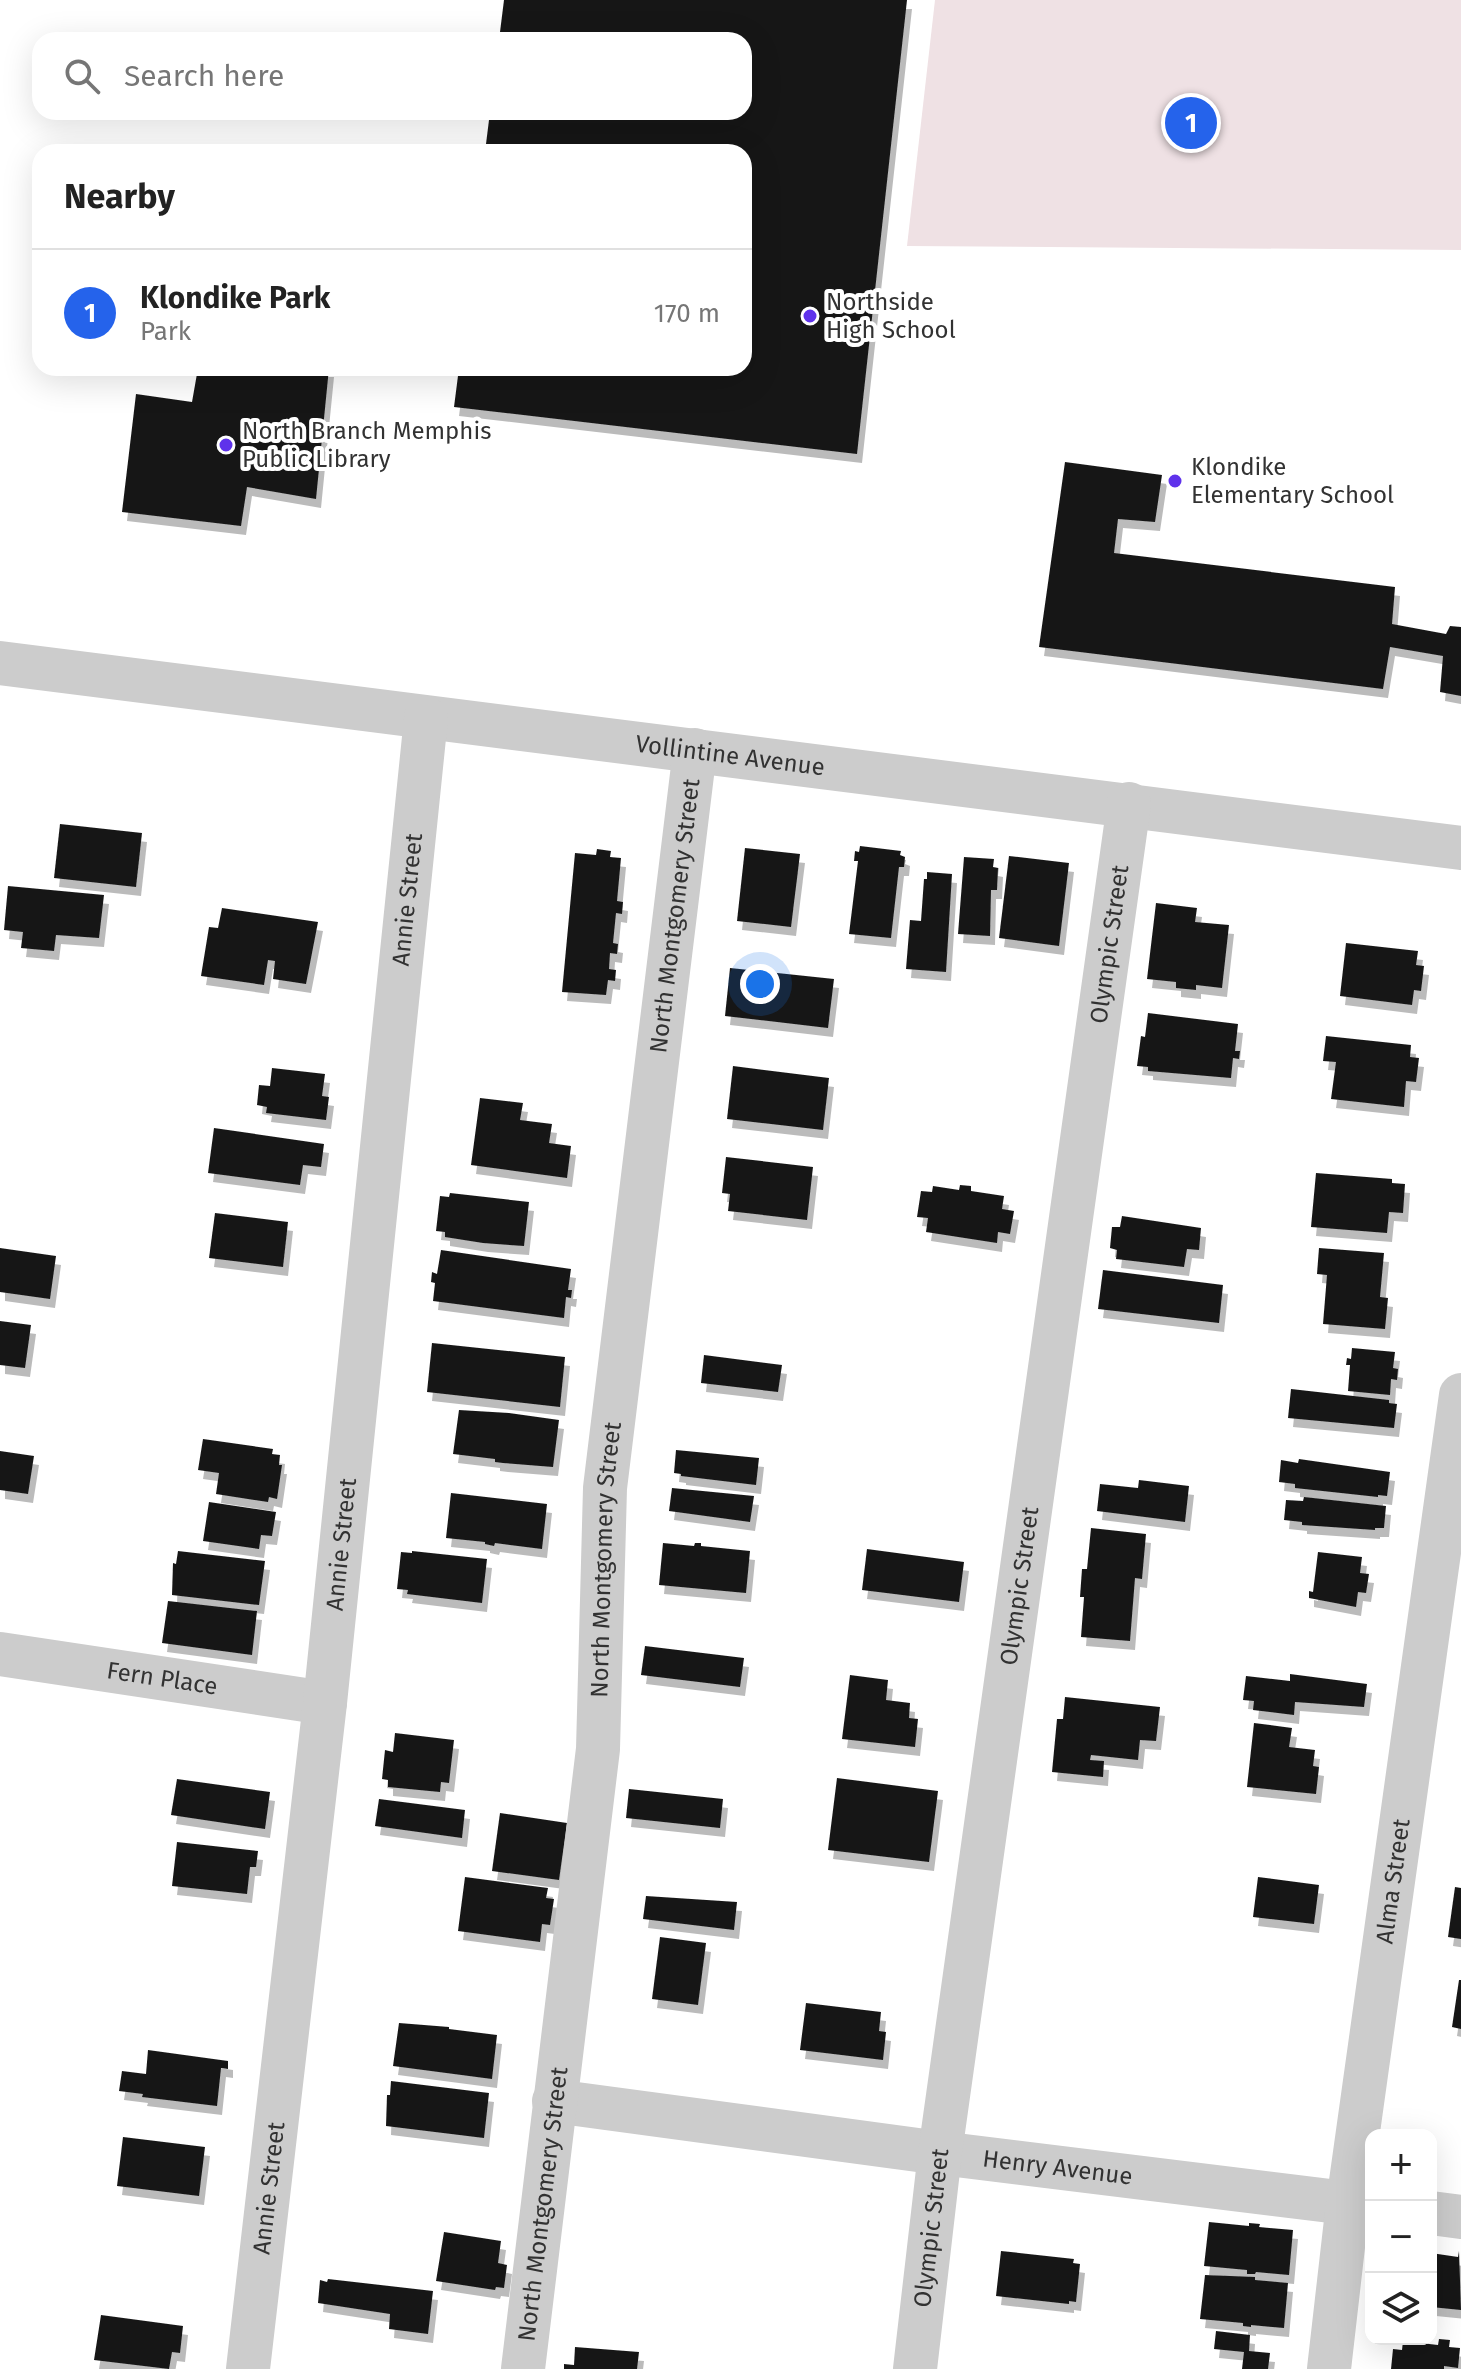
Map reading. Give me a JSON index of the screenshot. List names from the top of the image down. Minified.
{"streets":{"street":["Vollintine Avenue","Annie Street","North Montgomery Street","Olympic Street","Fern Place","Alma Street","Henry Avenue"]},"crossings":[["Vollintine Avenue","Annie Street"],["Vollintine Avenue","North Montgomery Street"],["Vollintine Avenue","Olympic Street"],["Annie Street","Fern Place"],["North Montgomery Street","Henry Avenue"],["Olympic Street","Henry Avenue"],["Alma Street","Henry Avenue"]],"places":["Northside High School","North Branch Memphis Public Library","Klondike Elementary School"],"page":{"search":"Search here","pins":"1","heading":"Nearby","list":[{"mark":"1","name":"Klondike Park","note":"Park","value":"170 m"}],"map_buttons":["+","−"]}}
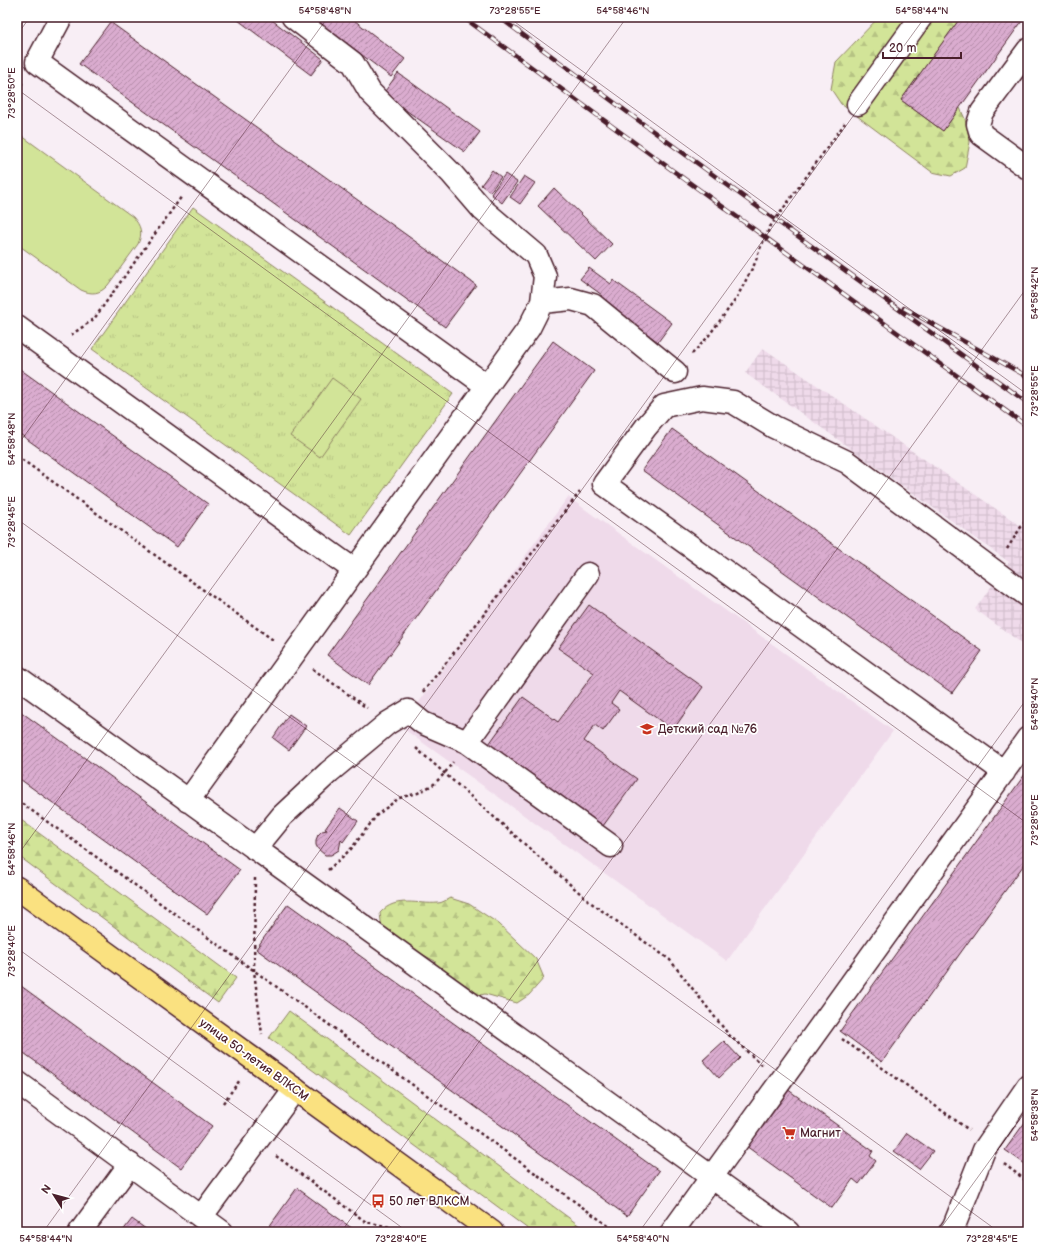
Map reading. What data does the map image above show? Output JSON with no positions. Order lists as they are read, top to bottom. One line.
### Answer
{"streets":{"main road":["улица 50-летия ВЛКСМ"]},"places":{"school or university":["Детский сад №76"],"supermarket":["Магнит"],"bus stop":["50 лет ВЛКСМ"]},"scale_bar":"20 m","north":"top left","coordinates":["54°58'48\"N","73°28'55\"E","54°58'46\"N","54°58'44\"N","73°28'50\"E","54°58'42\"N","73°28'45\"E","54°58'40\"N","73°28'40\"E","54°58'38\"N"]}
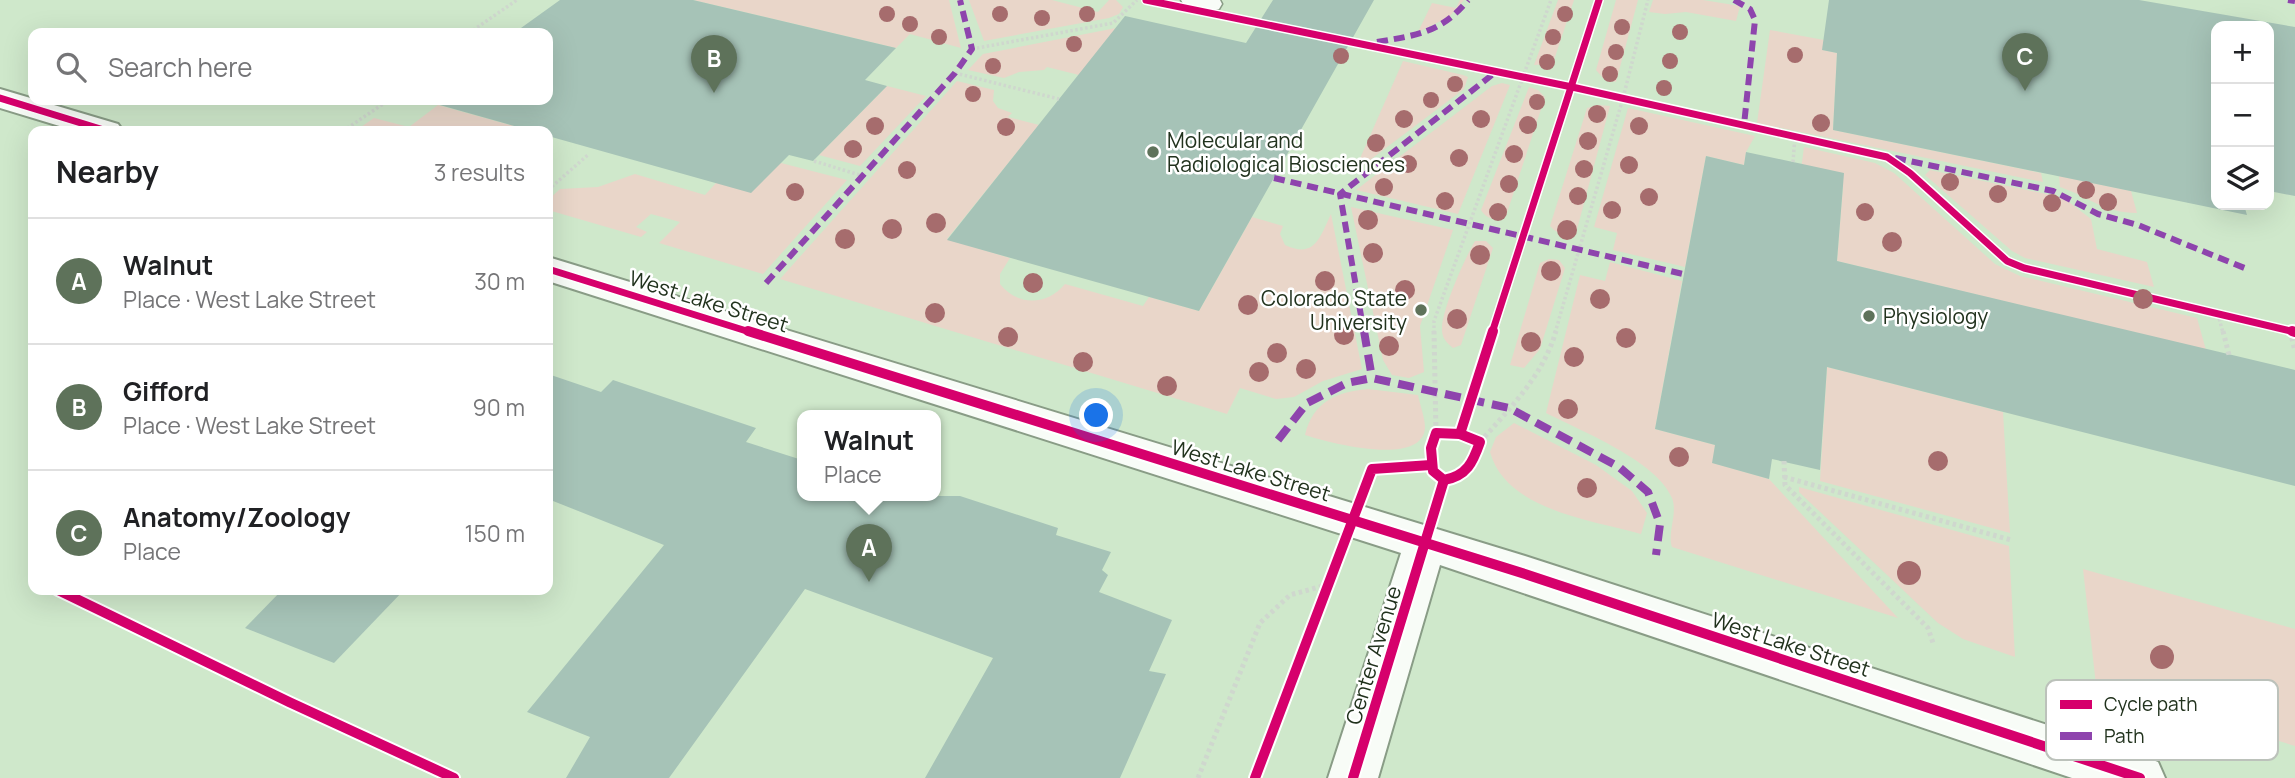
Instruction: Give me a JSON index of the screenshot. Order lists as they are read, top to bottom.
{
  "streets": {
    "street": ["West Lake Street", "Center Avenue"]
  },
  "crossings": [
    ["West Lake Street", "Center Avenue"]
  ],
  "places": ["Molecular and Radiological Biosciences", "Colorado State University", "Physiology"],
  "legend": ["Cycle path", "Path"],
  "page": {
    "map_buttons": ["+", "−"],
    "search": "Search here",
    "pins": ["C", "B", "A"],
    "heading": ["Nearby", "3 results"],
    "list": [
      {
        "mark": "A",
        "name": "Walnut",
        "note": "Place · West Lake Street",
        "value": "30 m"
      },
      {
        "mark": "B",
        "name": "Gifford",
        "note": "Place · West Lake Street",
        "value": "90 m"
      },
      {
        "mark": "C",
        "name": "Anatomy/Zoology",
        "note": "Place",
        "value": "150 m"
      }
    ],
    "popup": ["Walnut", "Place"]
  }
}
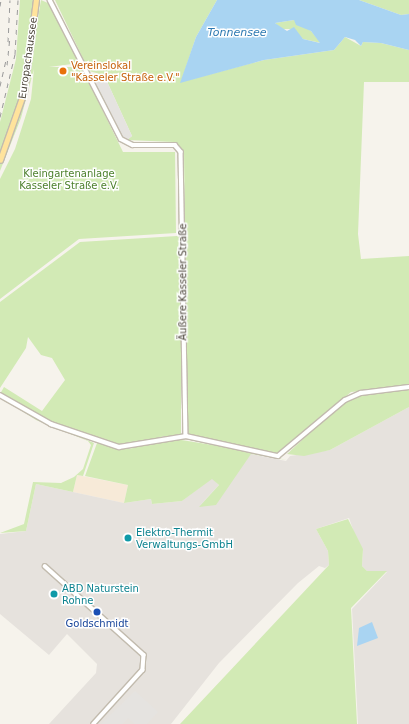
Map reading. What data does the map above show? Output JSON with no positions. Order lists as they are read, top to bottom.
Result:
{
  "streets": {
    "main road": ["Europachaussee"],
    "street": ["Äußere Kasseler Straße"]
  },
  "water": ["Tonnensee"],
  "parks": ["Kleingartenanlage Kasseler Straße e.V."],
  "places": [
    "Vereinslokal \"Kasseler Straße e.V.\"",
    "Elektro-Thermit Verwaltungs-GmbH",
    "ABD Naturstein Rohne",
    "Goldschmidt"
  ]
}
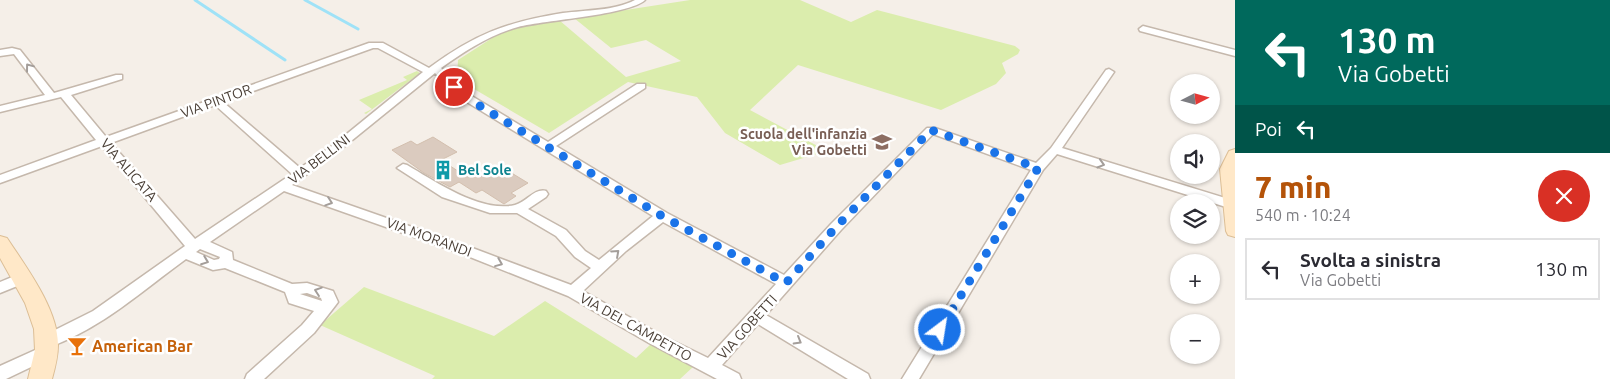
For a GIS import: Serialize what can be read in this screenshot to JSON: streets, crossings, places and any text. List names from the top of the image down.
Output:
{
  "streets": {
    "street": [
      "VIA PINTOR",
      "VIA BELLINI",
      "VIA ALICATA",
      "VIA MORANDI",
      "VIA DEL CAMPETTO",
      "VIA GOBETTI"
    ]
  },
  "crossings": [
    ["VIA PINTOR", "VIA BELLINI"],
    ["VIA PINTOR", "VIA ALICATA"],
    ["VIA BELLINI", "VIA ALICATA"],
    ["VIA BELLINI", "VIA MORANDI"],
    ["VIA MORANDI", "VIA DEL CAMPETTO"],
    ["VIA DEL CAMPETTO", "VIA GOBETTI"]
  ],
  "places": {
    "school or university": ["Scuola dell'infanzia Via Gobetti"],
    "building": ["Bel Sole"],
    "bar": ["American Bar"]
  },
  "north": "right",
  "page": {
    "turn": ["130 m", "Via Gobetti"],
    "map_buttons": ["+", "−"],
    "then": "Poi",
    "heading": ["7 min", "540 m · 10:24"],
    "list": [
      {
        "name": "Svolta a sinistra",
        "note": "Via Gobetti",
        "value": "130 m"
      }
    ]
  }
}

====================

__Exercise instructions__. Leave the pictures out. Otherwise, output the listing above exactly.

__The completed task__.
Map reading. Give me a JSON index of the screenshot. List names from the top of the image down. Minified.
{"streets":{"street":["Vollintine Avenue","Annie Street","North Montgomery Street","Olympic Street","Fern Place","Alma Street","Henry Avenue"]},"crossings":[["Vollintine Avenue","Annie Street"],["Vollintine Avenue","North Montgomery Street"],["Vollintine Avenue","Olympic Street"],["Annie Street","Fern Place"],["North Montgomery Street","Henry Avenue"],["Olympic Street","Henry Avenue"],["Alma Street","Henry Avenue"]],"places":["Northside High School","North Branch Memphis Public Library","Klondike Elementary School"],"page":{"search":"Search here","pins":"1","heading":"Nearby","list":[{"mark":"1","name":"Klondike Park","note":"Park","value":"170 m"}],"map_buttons":["+","−"]}}
Map reading. What data does the map image above show? Output JSON with no positions. Order lists as they are read, top to bottom. One line.
### Answer
{"streets":{"main road":["улица 50-летия ВЛКСМ"]},"places":{"school or university":["Детский сад №76"],"supermarket":["Магнит"],"bus stop":["50 лет ВЛКСМ"]},"scale_bar":"20 m","north":"top left","coordinates":["54°58'48\"N","73°28'55\"E","54°58'46\"N","54°58'44\"N","73°28'50\"E","54°58'42\"N","73°28'45\"E","54°58'40\"N","73°28'40\"E","54°58'38\"N"]}
Instruction: Give me a JSON index of the screenshot. Order lists as they are read, top to bottom.
{
  "streets": {
    "street": ["West Lake Street", "Center Avenue"]
  },
  "crossings": [
    ["West Lake Street", "Center Avenue"]
  ],
  "places": ["Molecular and Radiological Biosciences", "Colorado State University", "Physiology"],
  "legend": ["Cycle path", "Path"],
  "page": {
    "map_buttons": ["+", "−"],
    "search": "Search here",
    "pins": ["C", "B", "A"],
    "heading": ["Nearby", "3 results"],
    "list": [
      {
        "mark": "A",
        "name": "Walnut",
        "note": "Place · West Lake Street",
        "value": "30 m"
      },
      {
        "mark": "B",
        "name": "Gifford",
        "note": "Place · West Lake Street",
        "value": "90 m"
      },
      {
        "mark": "C",
        "name": "Anatomy/Zoology",
        "note": "Place",
        "value": "150 m"
      }
    ],
    "popup": ["Walnut", "Place"]
  }
}
Map reading. What data does the map above show? Output JSON with no positions. Order lists as they are read, top to bottom.
Result:
{
  "streets": {
    "main road": ["Europachaussee"],
    "street": ["Äußere Kasseler Straße"]
  },
  "water": ["Tonnensee"],
  "parks": ["Kleingartenanlage Kasseler Straße e.V."],
  "places": [
    "Vereinslokal \"Kasseler Straße e.V.\"",
    "Elektro-Thermit Verwaltungs-GmbH",
    "ABD Naturstein Rohne",
    "Goldschmidt"
  ]
}
For a GIS import: Serialize what can be read in this screenshot to JSON: streets, crossings, places and any text. List names from the top of the image down.
Output:
{
  "streets": {
    "street": [
      "VIA PINTOR",
      "VIA BELLINI",
      "VIA ALICATA",
      "VIA MORANDI",
      "VIA DEL CAMPETTO",
      "VIA GOBETTI"
    ]
  },
  "crossings": [
    ["VIA PINTOR", "VIA BELLINI"],
    ["VIA PINTOR", "VIA ALICATA"],
    ["VIA BELLINI", "VIA ALICATA"],
    ["VIA BELLINI", "VIA MORANDI"],
    ["VIA MORANDI", "VIA DEL CAMPETTO"],
    ["VIA DEL CAMPETTO", "VIA GOBETTI"]
  ],
  "places": {
    "school or university": ["Scuola dell'infanzia Via Gobetti"],
    "building": ["Bel Sole"],
    "bar": ["American Bar"]
  },
  "north": "right",
  "page": {
    "turn": ["130 m", "Via Gobetti"],
    "map_buttons": ["+", "−"],
    "then": "Poi",
    "heading": ["7 min", "540 m · 10:24"],
    "list": [
      {
        "name": "Svolta a sinistra",
        "note": "Via Gobetti",
        "value": "130 m"
      }
    ]
  }
}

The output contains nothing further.